The smuggler, who took us from Afreen in north Aleppo towards the gathering point which is too close to the separating border line, said “once you get to this place, consider that you’re safely into Turkey.” We didn’t know nor care to know the name of that place because everybody was too busy reaching the asphalt road the smuggler guided us to.
“Don’t even whisper” the smuggler said, “we’re getting into Turkey now” and unlike usual, he was going to cross the border with us as he was going to accompany Mouna up to the city of Mersin, according to a deal he made with her husband a couple days ago. He made another deal which took place between the fig trees, to take one of Mouna’s children with me, and so did Tareq, while the little one ‘Hala’ stayed with her mother.

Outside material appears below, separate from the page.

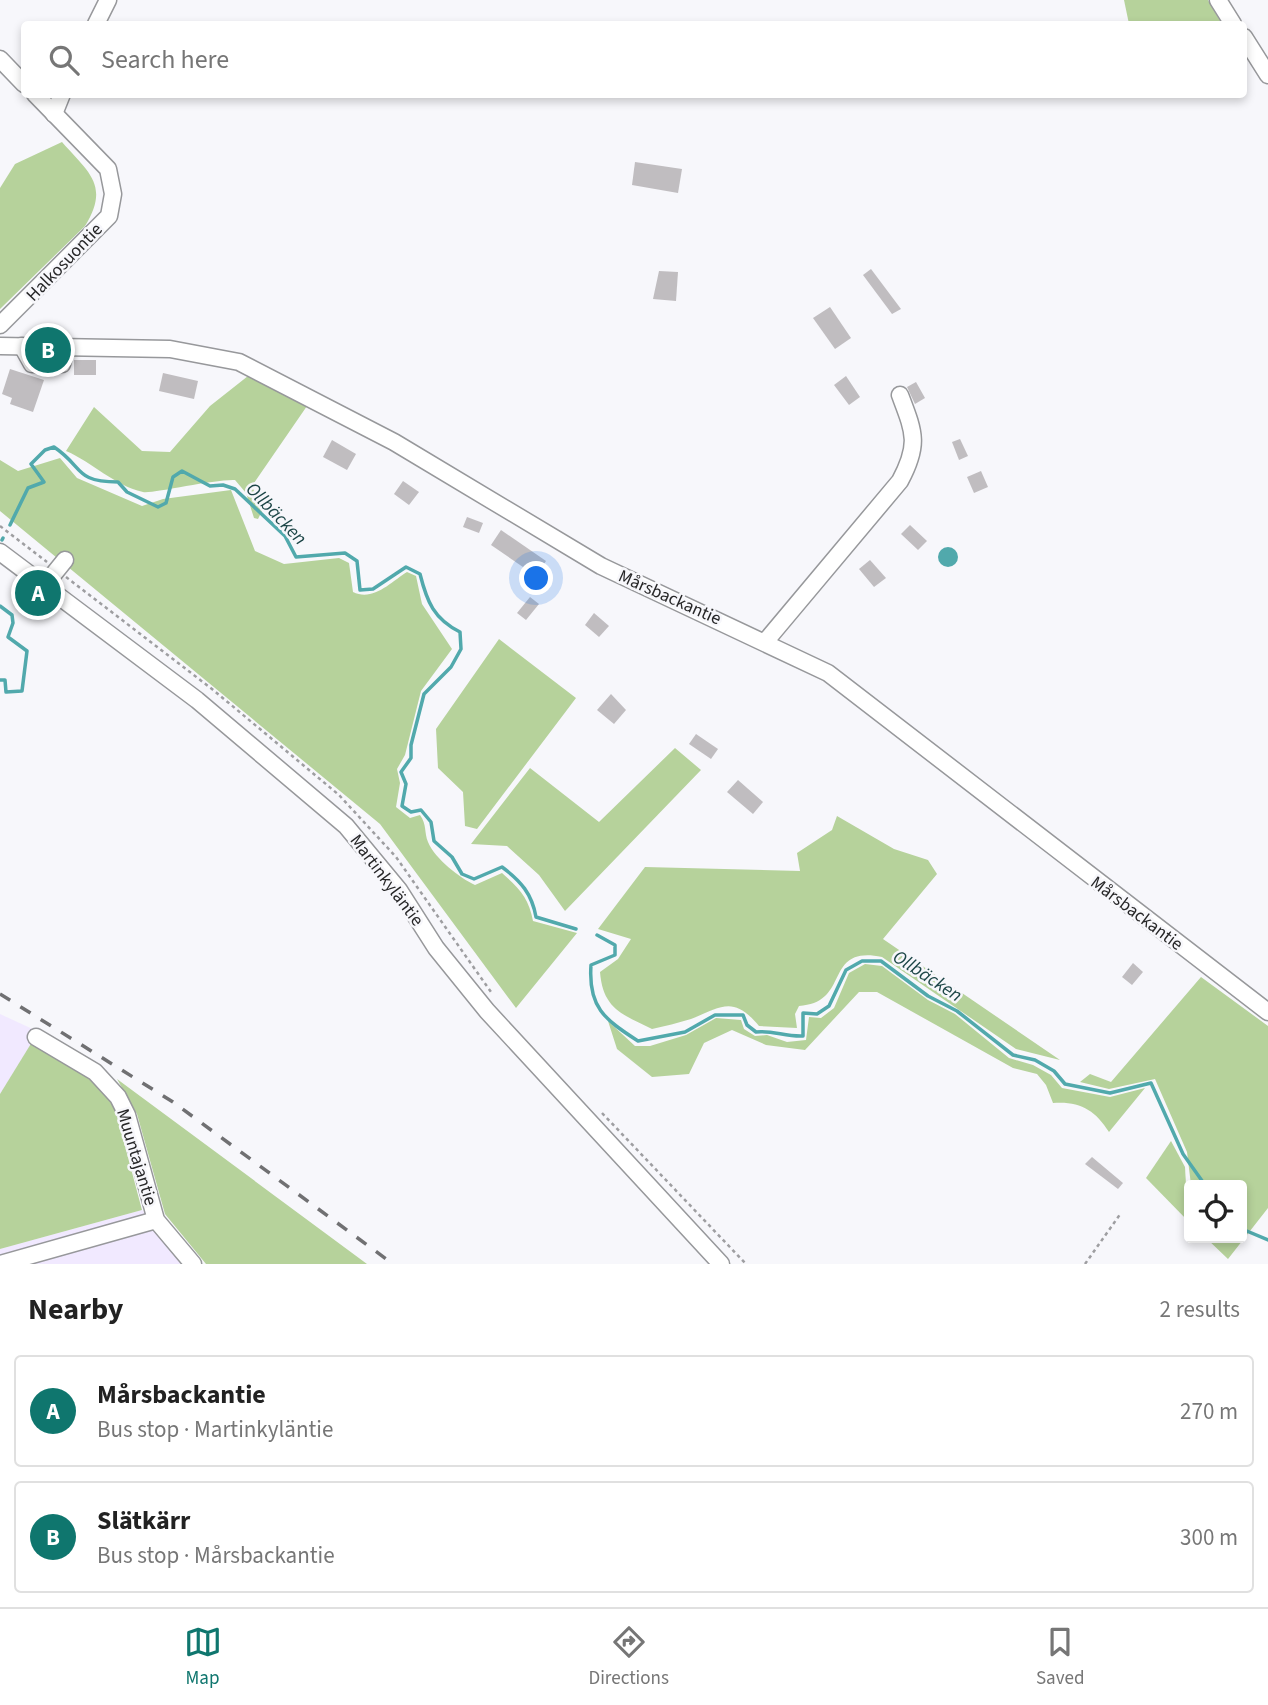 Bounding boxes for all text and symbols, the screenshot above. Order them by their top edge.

It was about five o’clock and the sun was fading away, the smuggler was concentrating and so careful that he ordered us to hide behind a hill, which we obeyed completely. He stood on the hill watching the road and speaking Kurdish on his cellphone. There were also other Kurdish men there, whispering and watching the borders. A few minutes later, he ordered us to move on.

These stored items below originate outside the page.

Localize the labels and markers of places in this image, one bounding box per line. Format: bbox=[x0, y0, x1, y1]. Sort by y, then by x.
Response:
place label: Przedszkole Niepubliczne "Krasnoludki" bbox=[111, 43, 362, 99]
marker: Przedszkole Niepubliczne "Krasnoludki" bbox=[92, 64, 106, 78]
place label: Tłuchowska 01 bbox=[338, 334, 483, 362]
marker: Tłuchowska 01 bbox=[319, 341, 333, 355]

Mouna carried with her two large suitcases, stuffed to the extent of tearing. The smuggler advised her (and so did we later) to abandon each other because the road is never easy to cross. We were four men and a lonely girl with Mouna and the three kids. We all had enough reasons to cross the borders illegally from Syria to Turkey. Tareq was officially requested to the army, and so was Gaith, while Zaher ran away before the recall. Every one of us is Syrian and had a choice to enter the border either via Bab Al-Salameh or Bab Al-Hawa, except for Mouna and her children, as they are Palestinian, and they had no other way but the heavy armed ones. For Syrians, a sign copy by the Free Syrian Army on a passport, which means suspending the entrance to the Syrian land again or losing the chances to get to Europe, was more terrifying than facing the Turkish Army bullets. Some of us felt as if he was avoiding two armies by facing a third one.
We continued walking on recently plowed, wet land, one by one forming a straight line, and every one’s velocity with every one’s load determined the space between each two of us. A few moments later, I was not able to see who was in front of me, and who was behind. I also didn’t know who was pushing the other’s hand more, me or Yazan, the boy?! It felt like the land was abandoned by the farmers five minutes after walking, so that the body crosses it faster, then they plowed it back at the seventh minute. They had overrated making the plow tooth, so every step we made looked like getting out of a well, then going down a trench, and finally crossing a wooden board over a land collapse. I was looking for the asphalt road but I couldn’t find it! All I saw was the smuggler with Tareq and the second child, pointing to me to hurry, and when I got there to him he asked me about Mouna. We were at the top of the hill so I went down with Yazan, his brother and Tareq, while the smuggler went back to look for Mouna. He wasn’t too far from us when we heard the sounds of the guns.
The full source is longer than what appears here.